Beyond a Tradition - FGC As A Social Pressure in Djibouti

Jessica Zavala

Female Genital Cutting (FGC) has been an ongoing practice that has severe health implications for girls and women. This practice is a tradition of many cultures with a number of purposes, including conserving virginity, becoming more attractive, and mainly, to be accepted in their communities. Thus, there is a social pressure on families to continue this tradition. It is estimated that 200 million girls alive today have been cut, specifically in regions of Africa, Asia, and the Middle East where FGC is most prevalent, and the number will continue growing if FGC does not end. In this paper, I will be focusing on Djibouti, an African country, where the rate of FGC is above 90%. Despite numerous efforts to stop this procedure, the prevalence is still high. Thus, I argue that this is more than just a tradition. It is a sociocultural pressure that leads to a chain of harmful consequences for women.

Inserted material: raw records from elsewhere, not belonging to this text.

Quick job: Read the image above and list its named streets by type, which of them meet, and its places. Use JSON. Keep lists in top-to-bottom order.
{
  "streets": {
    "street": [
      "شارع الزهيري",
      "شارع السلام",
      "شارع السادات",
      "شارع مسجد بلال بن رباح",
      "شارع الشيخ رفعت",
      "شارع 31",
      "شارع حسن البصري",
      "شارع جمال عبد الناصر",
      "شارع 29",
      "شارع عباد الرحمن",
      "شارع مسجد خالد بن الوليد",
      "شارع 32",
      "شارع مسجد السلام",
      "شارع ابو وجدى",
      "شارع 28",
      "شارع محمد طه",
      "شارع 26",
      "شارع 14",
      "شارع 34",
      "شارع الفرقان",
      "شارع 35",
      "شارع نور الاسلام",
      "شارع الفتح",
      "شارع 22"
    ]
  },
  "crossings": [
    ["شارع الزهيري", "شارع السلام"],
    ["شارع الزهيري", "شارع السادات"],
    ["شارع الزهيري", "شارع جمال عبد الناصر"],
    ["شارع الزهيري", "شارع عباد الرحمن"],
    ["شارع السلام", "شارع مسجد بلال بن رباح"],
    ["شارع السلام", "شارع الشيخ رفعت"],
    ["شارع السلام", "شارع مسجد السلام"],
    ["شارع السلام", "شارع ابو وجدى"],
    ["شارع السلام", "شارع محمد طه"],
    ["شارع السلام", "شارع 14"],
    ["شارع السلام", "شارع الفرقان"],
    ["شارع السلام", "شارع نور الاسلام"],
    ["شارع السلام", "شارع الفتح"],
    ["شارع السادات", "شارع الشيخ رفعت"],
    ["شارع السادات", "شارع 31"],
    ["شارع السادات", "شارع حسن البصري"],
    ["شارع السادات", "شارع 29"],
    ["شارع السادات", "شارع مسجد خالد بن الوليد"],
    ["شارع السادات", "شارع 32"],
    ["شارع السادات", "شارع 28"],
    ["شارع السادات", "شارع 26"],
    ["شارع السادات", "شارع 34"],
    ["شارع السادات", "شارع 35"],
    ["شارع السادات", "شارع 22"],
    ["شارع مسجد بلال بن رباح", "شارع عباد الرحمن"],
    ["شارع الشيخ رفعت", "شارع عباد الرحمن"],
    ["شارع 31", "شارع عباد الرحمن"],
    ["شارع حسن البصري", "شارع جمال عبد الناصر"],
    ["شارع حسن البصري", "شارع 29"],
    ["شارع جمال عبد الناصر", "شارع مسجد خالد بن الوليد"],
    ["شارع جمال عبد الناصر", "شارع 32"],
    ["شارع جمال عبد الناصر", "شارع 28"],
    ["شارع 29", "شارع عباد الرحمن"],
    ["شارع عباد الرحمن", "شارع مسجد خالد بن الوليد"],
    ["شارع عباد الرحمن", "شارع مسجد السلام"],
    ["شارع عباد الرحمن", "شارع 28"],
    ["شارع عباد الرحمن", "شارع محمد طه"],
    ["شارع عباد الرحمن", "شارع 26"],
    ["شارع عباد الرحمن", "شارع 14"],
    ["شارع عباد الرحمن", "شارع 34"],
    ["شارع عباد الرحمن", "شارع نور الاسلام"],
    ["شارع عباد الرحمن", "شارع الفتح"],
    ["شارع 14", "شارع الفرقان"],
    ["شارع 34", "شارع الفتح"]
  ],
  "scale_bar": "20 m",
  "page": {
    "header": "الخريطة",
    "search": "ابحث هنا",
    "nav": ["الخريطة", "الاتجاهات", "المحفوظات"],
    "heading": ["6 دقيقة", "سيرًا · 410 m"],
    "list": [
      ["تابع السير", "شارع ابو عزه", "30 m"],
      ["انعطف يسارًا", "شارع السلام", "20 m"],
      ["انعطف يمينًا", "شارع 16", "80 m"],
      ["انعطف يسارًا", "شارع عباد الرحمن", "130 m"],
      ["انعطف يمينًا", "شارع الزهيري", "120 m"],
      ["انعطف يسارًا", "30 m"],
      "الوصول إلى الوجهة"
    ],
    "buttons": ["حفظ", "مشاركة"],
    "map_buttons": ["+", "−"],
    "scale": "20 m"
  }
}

Families feel pressured to follow FGC in order for girls to be accepted in their communities and be able to get married. Additionally, I will be reviewing both short and long-term health consequences that girls who have undergone FGC face and put their well being at risk. Female genital mutilation is not only a form of gender discrimination, but also a violation of human, women, and children’s rights. Women also find themselves in an economic burden due to the costs of medical care needed to treat the health consequences caused by FGC.